Header

Header
Shade Bio

Tuesday, January 1, 2013

New Year's Resolution: Never Smoke Cigarettes Again

Hello Otherbeasts! I made another stupid resolution! I decided to quit smoking again... except this time I can't fail because of my health and because I'll be 30 in 5 months. Join me, won't you?


"Cigarettes are linked to freedom even though they enslave." I've said that so many times over the course of being a smoker for a decade.

At 18 I began smoking as a freshman in college; to me it meant independence, freedom from parental jurisdiction, and the right to choose my own behavior. Smoking, as it turned out, became about enslavement, bondage, dependence, and robbed me of the ability to choose once I became addicted.

The world of Nicotine is a binding one. The only time I don't think about smoking a cigarette is when I'm actually smoking one - and then I'm usually involved in reading or writing so I'm unaware of the "indulgence" my body craves anyway - it's not until I am done with a cigarette that every thought becomes laced with anxiety about when my next "smoke break" will be or if I'll even have one.

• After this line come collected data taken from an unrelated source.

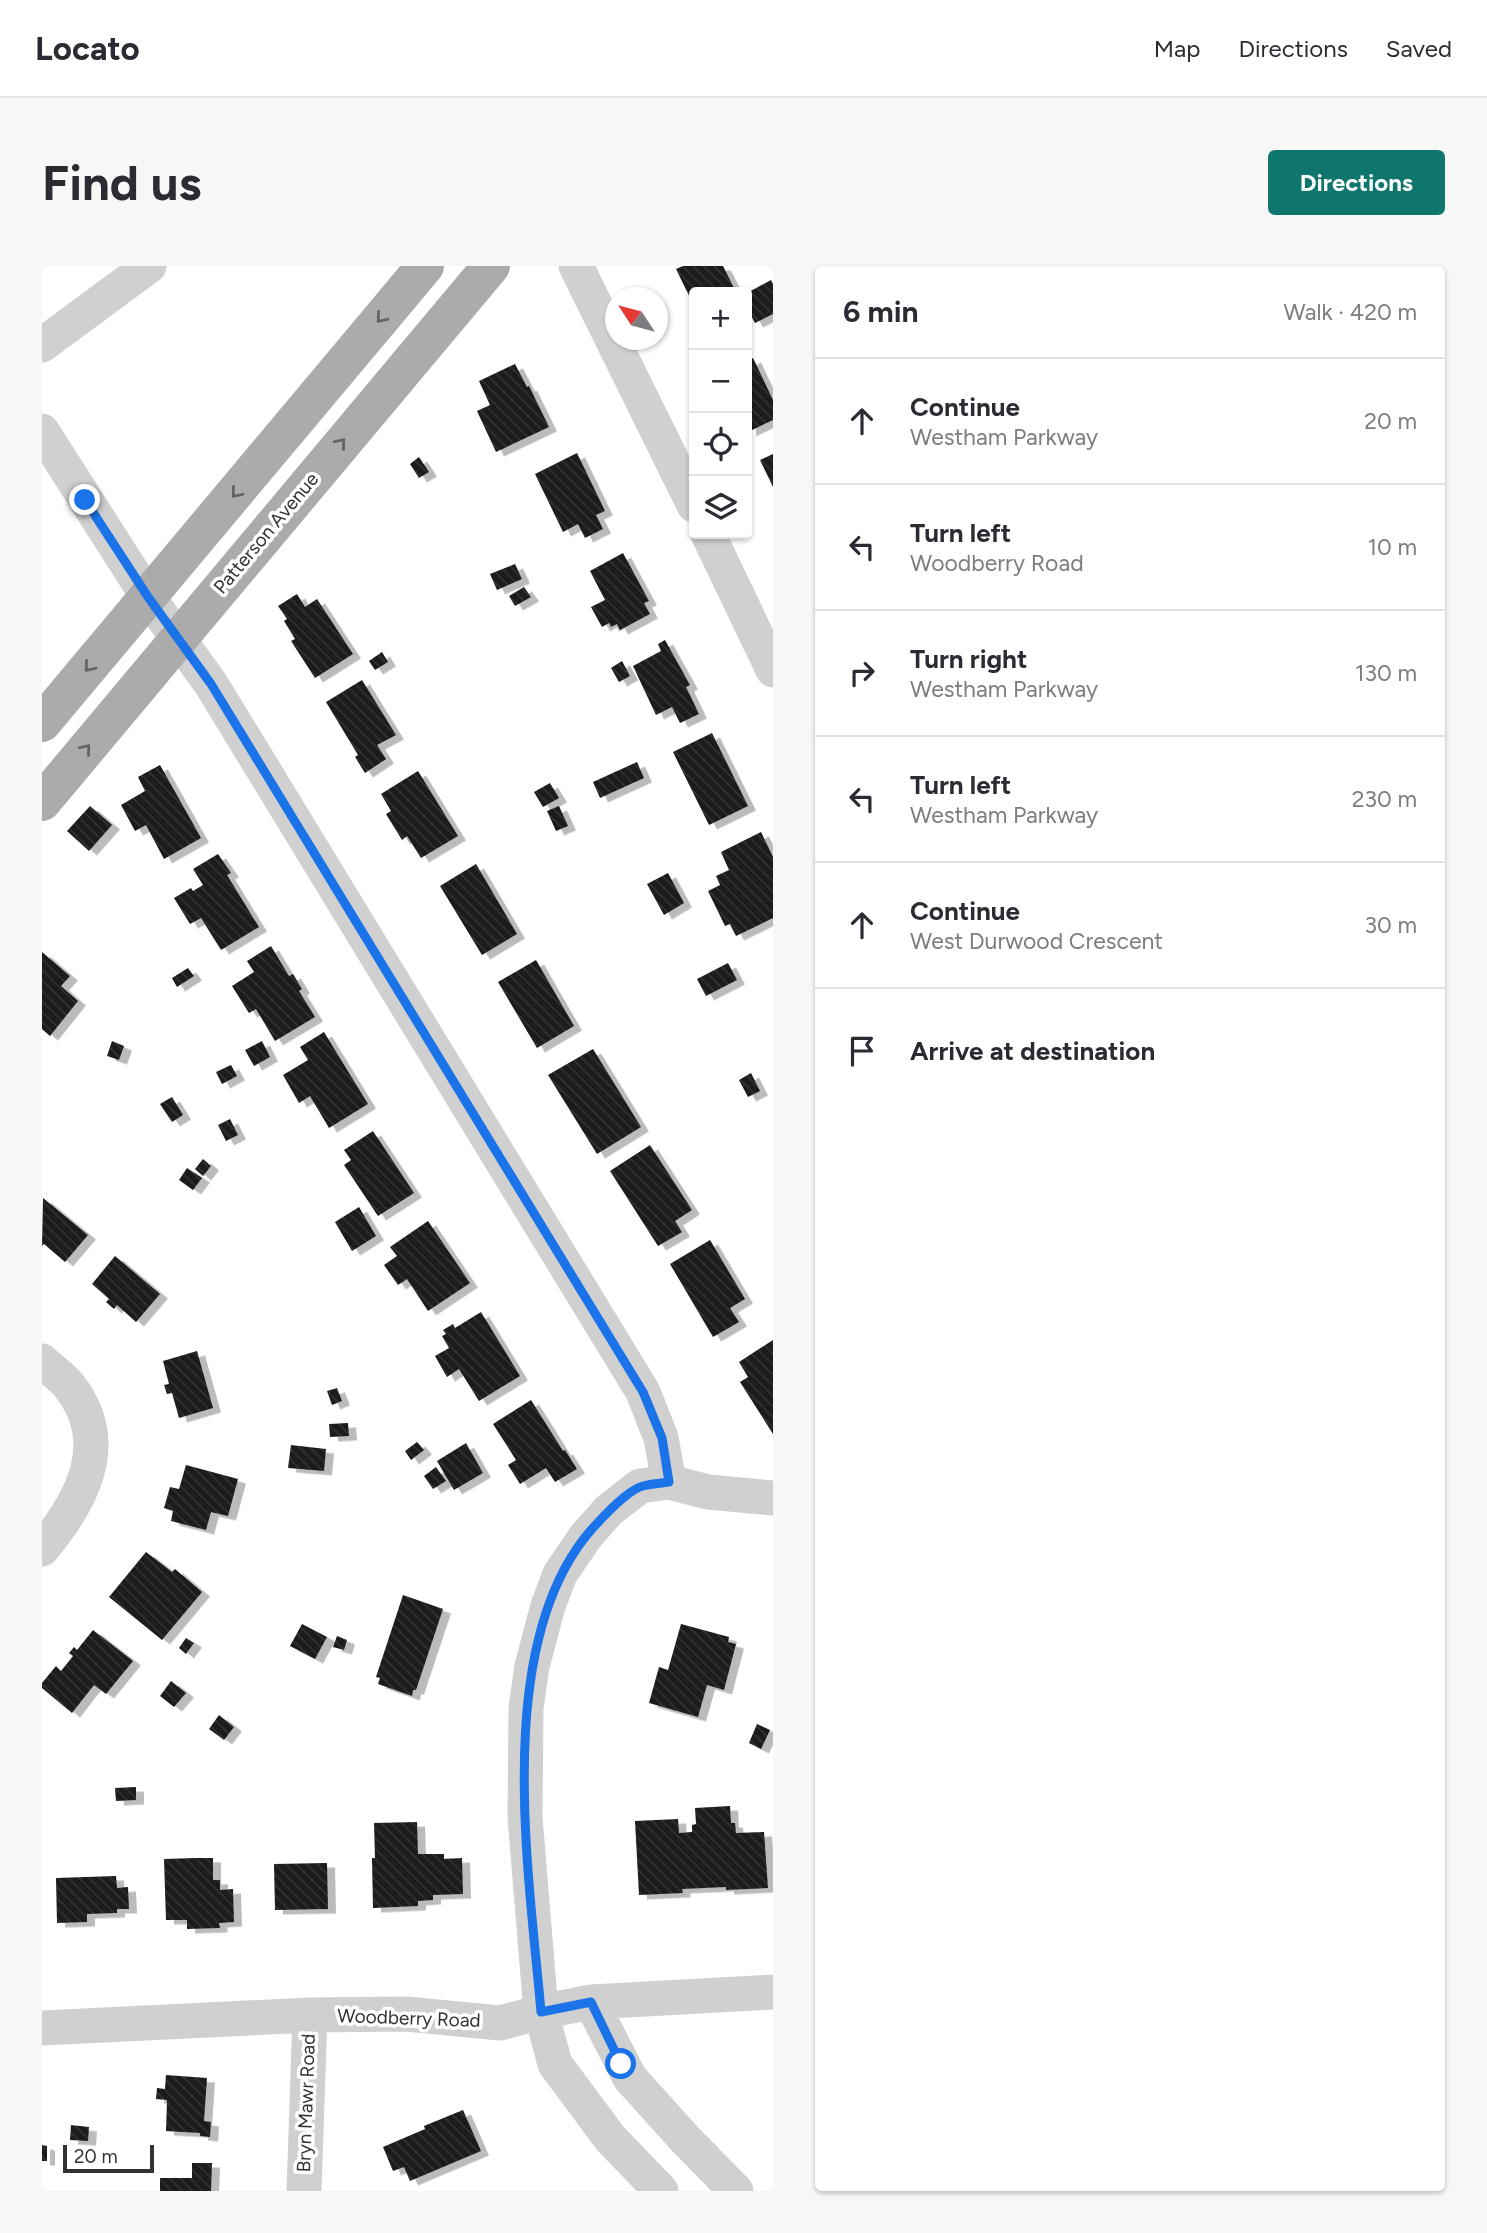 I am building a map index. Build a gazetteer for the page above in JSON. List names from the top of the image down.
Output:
{
  "streets": {
    "main road": ["Patterson Avenue"],
    "street": ["Woodberry Road", "Bryn Mawr Road"]
  },
  "crossings": [
    ["Woodberry Road", "Bryn Mawr Road"]
  ],
  "scale_bar": "20 m",
  "north": "top left",
  "page": {
    "header": "Locato",
    "nav": ["Map", "Directions", "Saved"],
    "buttons": "Directions",
    "title": "Find us",
    "heading": ["6 min", "Walk · 420 m"],
    "map_buttons": ["+", "−"],
    "list": [
      ["Continue", "Westham Parkway", "20 m"],
      ["Turn left", "Woodberry Road", "10 m"],
      ["Turn right", "Westham Parkway", "130 m"],
      ["Turn left", "Westham Parkway", "230 m"],
      ["Continue", "West Durwood Crescent", "30 m"],
      "Arrive at destination"
    ],
    "scale": "20 m"
  }
} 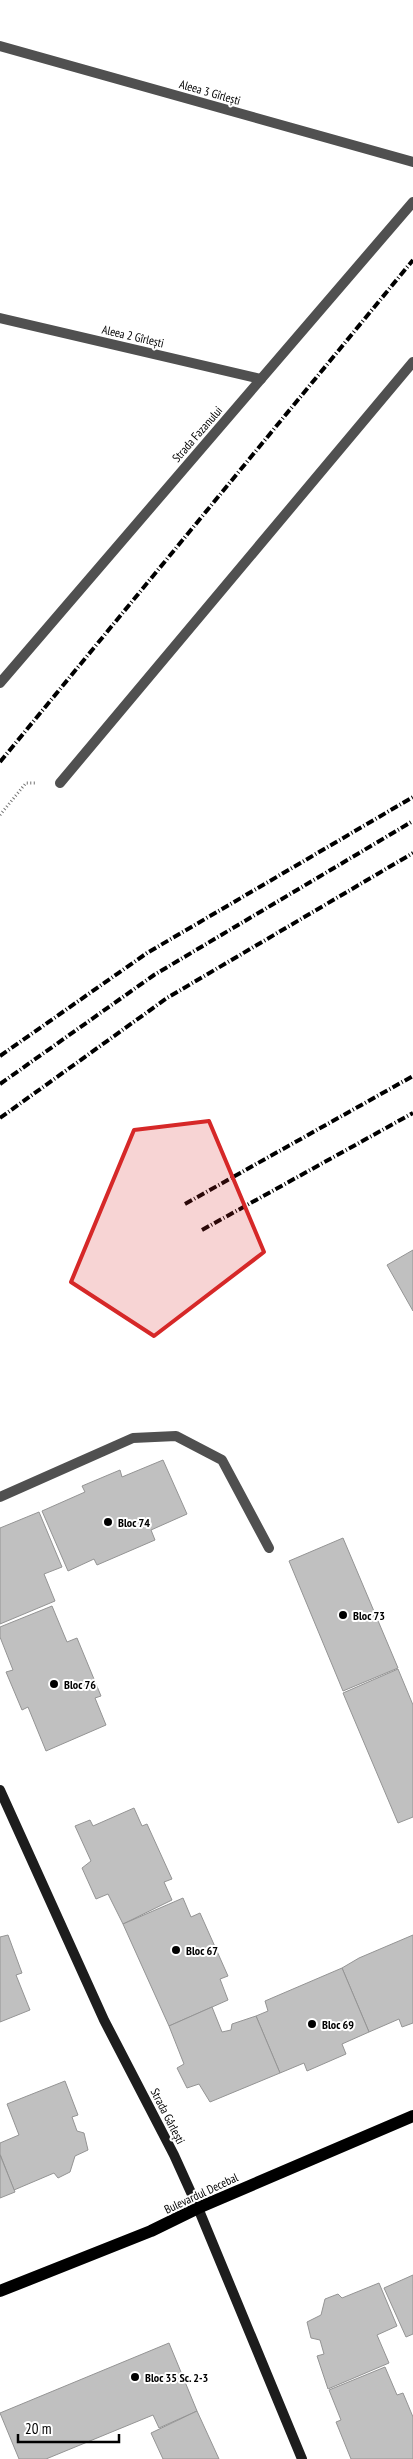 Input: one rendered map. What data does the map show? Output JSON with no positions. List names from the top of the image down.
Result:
{
  "streets": {
    "main road": ["Bulevardul Decebal"],
    "street": [
      "Aleea 3 Gîrlești",
      "Aleea 2 Gîrlești",
      "Strada Fazanului",
      "Strada Gârlești"
    ]
  },
  "crossings": [
    ["Aleea 2 Gîrlești", "Strada Fazanului"],
    ["Strada Gârlești", "Bulevardul Decebal"]
  ],
  "places": [
    "Bloc 74",
    "Bloc 73",
    "Bloc 76",
    "Bloc 67",
    "Bloc 69",
    "Bloc 35 Sc. 2-3"
  ],
  "scale_bar": "20 m"
} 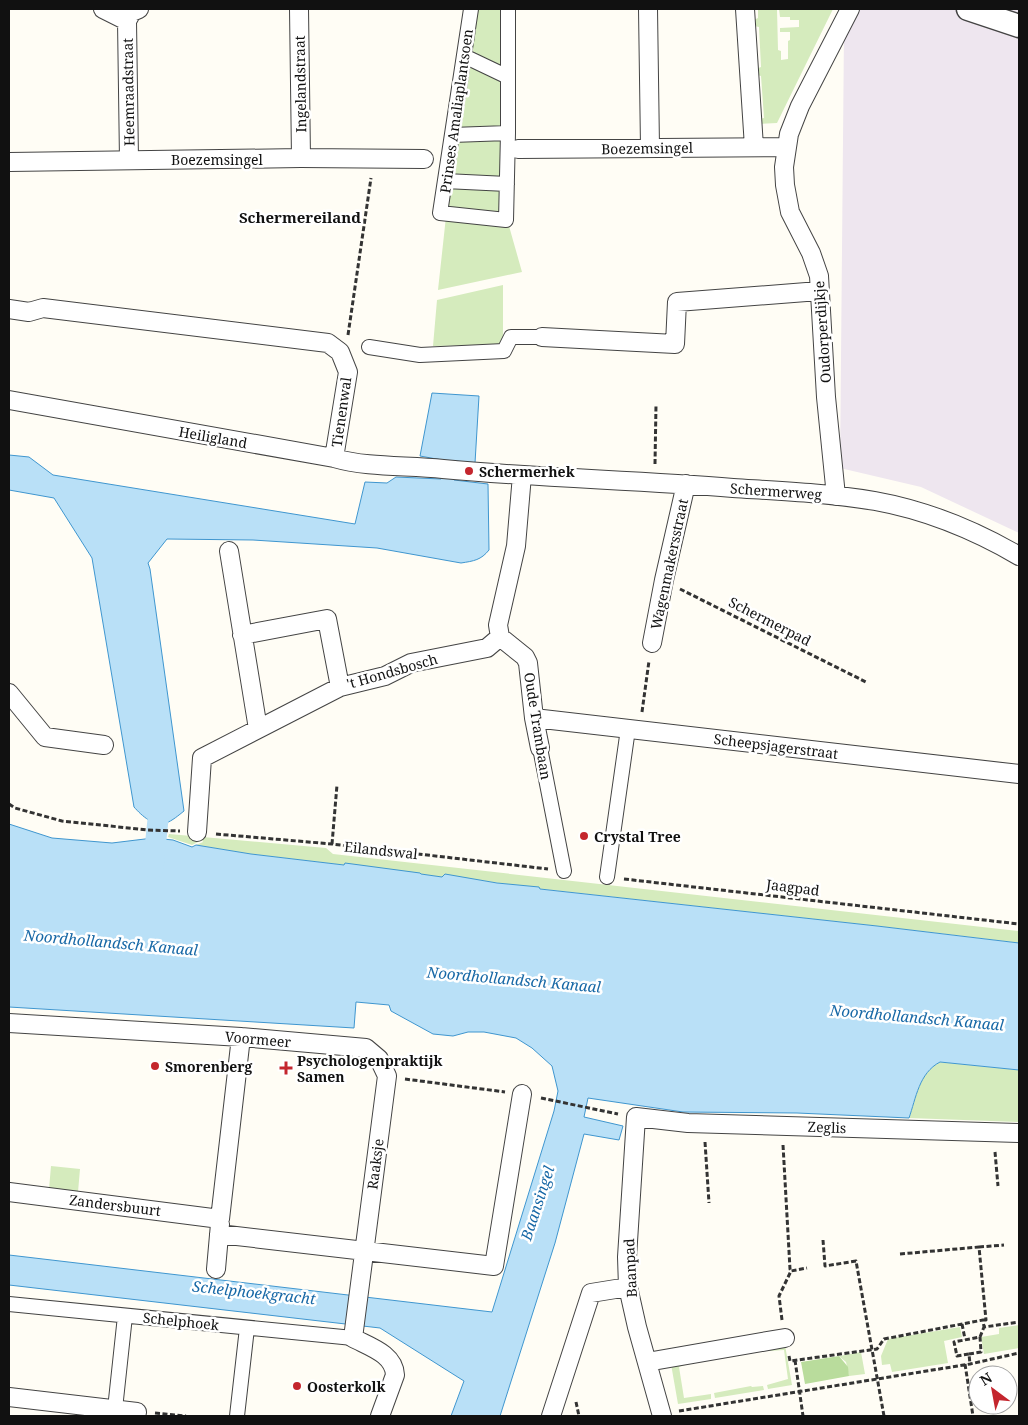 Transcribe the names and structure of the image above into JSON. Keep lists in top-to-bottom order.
{
  "streets": {
    "street": [
      "Ingelandstraat",
      "Heemraadstraat",
      "Prinses Amaliaplantsoen",
      "Boezemsingel",
      "Oudorperdijkje",
      "Tienenwal",
      "Heiligland",
      "Schermerweg",
      "Wagenmakersstraat",
      "'t Hondsbosch",
      "Oude Trambaan",
      "Scheepsjagerstraat",
      "Voormeer",
      "Zeglis",
      "Raaksje",
      "Zandersbuurt",
      "Baanpad",
      "Schelphoek"
    ],
    "path": ["Schermerpad", "Eilandswal", "Jaagpad"]
  },
  "crossings": [
    ["Ingelandstraat", "Boezemsingel"],
    ["Heemraadstraat", "Boezemsingel"],
    ["Boezemsingel", "Oudorperdijkje"],
    ["Oudorperdijkje", "Schermerweg"],
    ["Tienenwal", "Heiligland"],
    ["Heiligland", "Schermerweg"],
    ["Schermerweg", "Wagenmakersstraat"],
    ["Wagenmakersstraat", "Schermerpad"],
    ["'t Hondsbosch", "Oude Trambaan"],
    ["Oude Trambaan", "Scheepsjagerstraat"],
    ["Oude Trambaan", "Eilandswal"],
    ["Voormeer", "Raaksje"],
    ["Zeglis", "Baanpad"],
    ["Raaksje", "Schelphoek"]
  ],
  "districts": ["Schermereiland"],
  "water": ["Noordhollandsch Kanaal", "Baansingel", "Schelphoekgracht"],
  "places": {
    "other": [
      "Schermerhek",
      "Crystal Tree",
      "Smorenberg",
      "Oosterkolk"
    ],
    "health": ["Psychologenpraktijk Samen"]
  },
  "north": "top left"
} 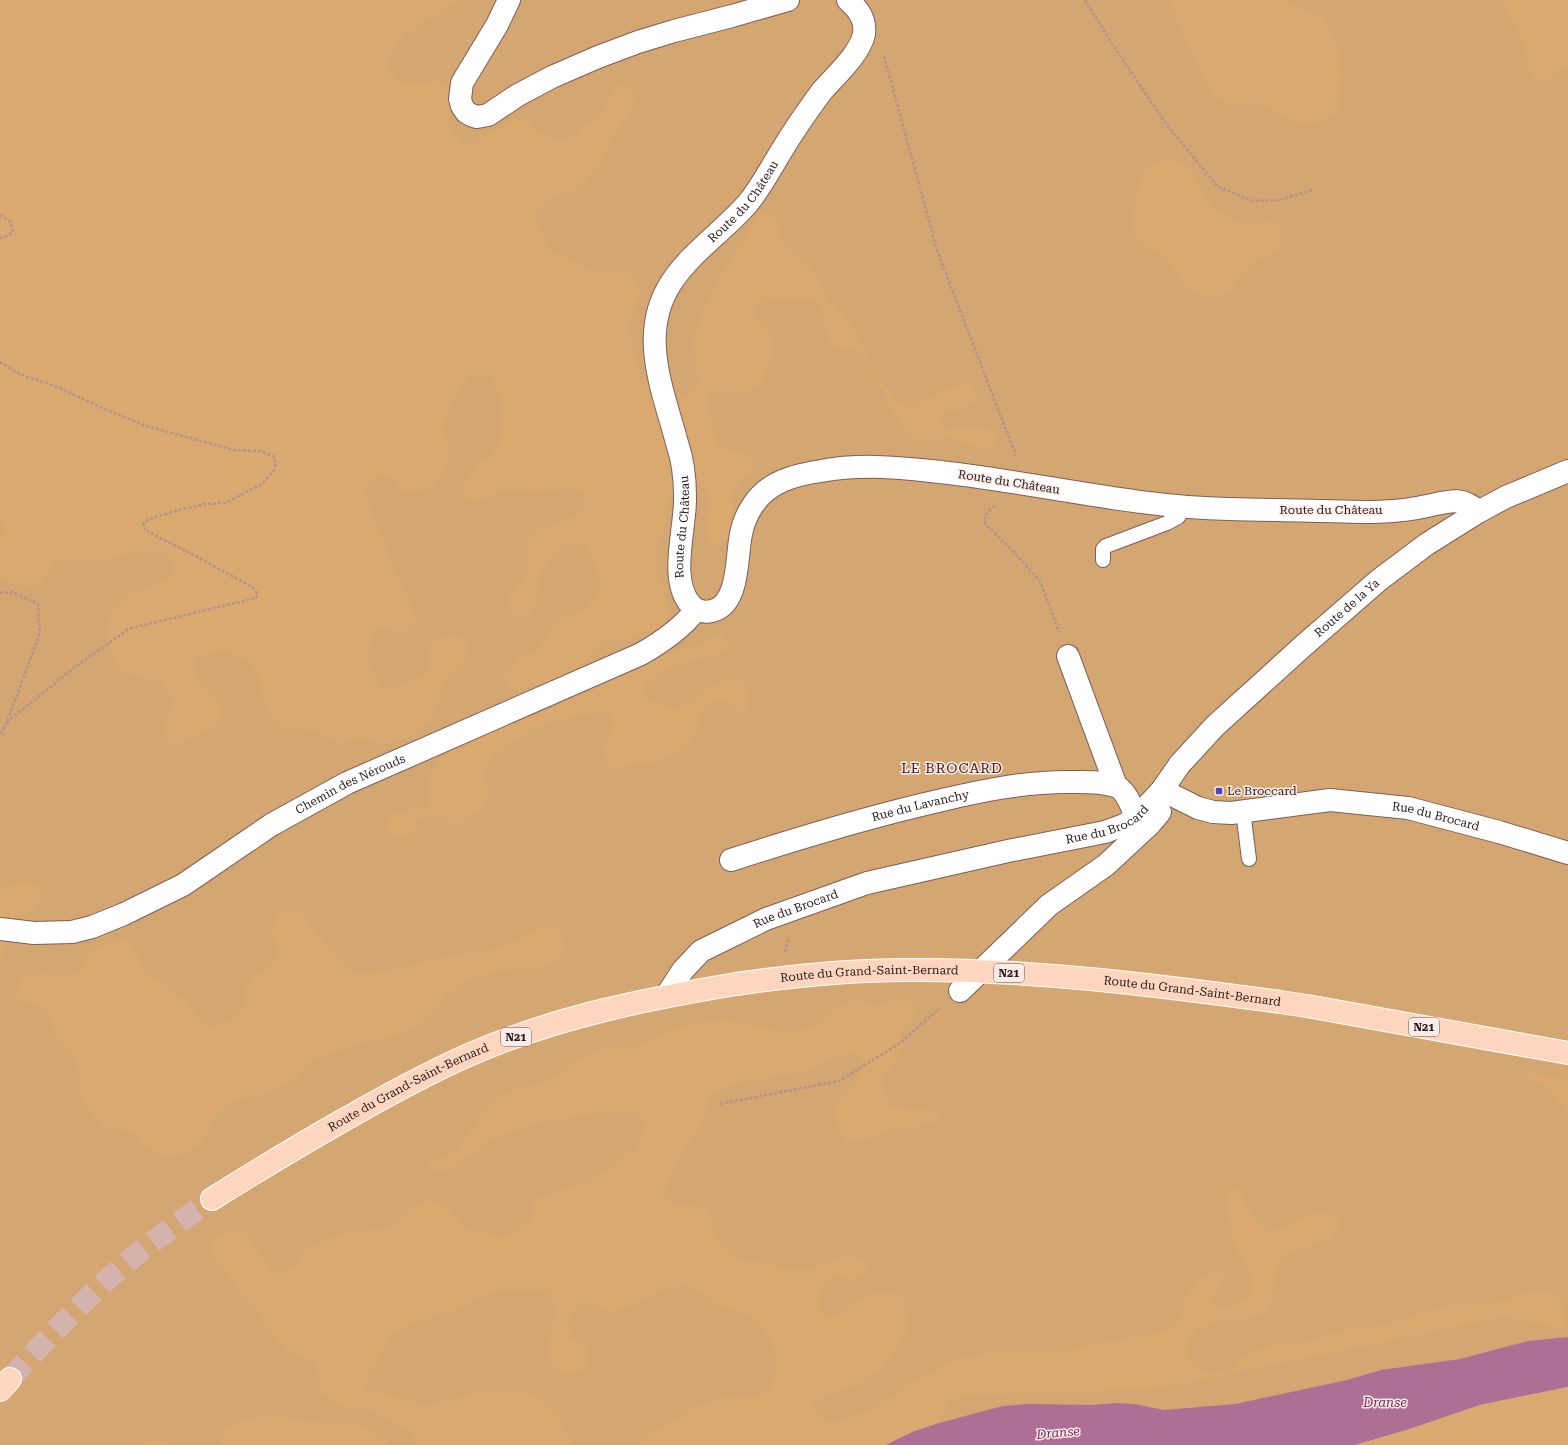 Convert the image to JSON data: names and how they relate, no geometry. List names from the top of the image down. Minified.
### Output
{"streets":{"main road":["N21","Route du Grand-Saint-Bernard"],"street":["Route du Château","Route de la Ya","Chemin des Nérouds","Rue du Lavanchy","Rue du Brocard"]},"crossings":[["Route du Château","Route de la Ya"],["Route du Château","Chemin des Nérouds"],["Route de la Ya","Rue du Brocard"],["Rue du Brocard","Route du Grand-Saint-Bernard"]],"districts":["LE BROCARD"],"water":["Dranse"],"places":{"transit":["Le Broccard"]}}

Nicotine makes you a prisoner, manacled by a chain that could lift a steel gerter to a pocket-sized pack of paper, dried leaves, and cotton (essentially). I've decided to quit smoking - as I have so many times before - and this time I'm not going to fail (as I have so many times before); because of one simple reason: health.

But even now, only a day in - a true 12 hours without so much as a puff - both my body and my brain are trying to find any justifiable reason, any excuse, to smoke.
"One drag won't hurt you..."
"One set-back won't spoil the whole plan..."
"You could just treat tomorrow as a new quitting point..."
Even if it's only half, it's still better than a whole one," say the numerous voices in my head belonging to the Nicotine receptors in my brain as they begin to wake up and realize they haven't been fed.

It's literally like listening to a thousand voices all screaming, writhing, and demanding the same thing, like several thousand children in a simultaneous tantrum - how easy it could be to shut up all that damn noise by just giving them what they want.

But I haven't caved... not yet. Quitting smoking feels like I'm losing something or like I'm giving something up - something that maybe I need to find a replacement for - but then I realize that I wasn't born buck-naked, all pink-cheeked, with a cigarette hanging from my lips. So, in reality I'm actually gaining something, not losing it or giving it up.

Smoking was something I picked up - stupidly - as a dumb kid (okay, teenager) and I've held onto it for... until yesterday at midnight. It started as a rebellion and morphed into an addiction. I've broken a lot of hard addictions and habits: food, biting my nails, having to flip the light switch 3 times, energy drinks, sugar, etc... none so hard as Nicotine.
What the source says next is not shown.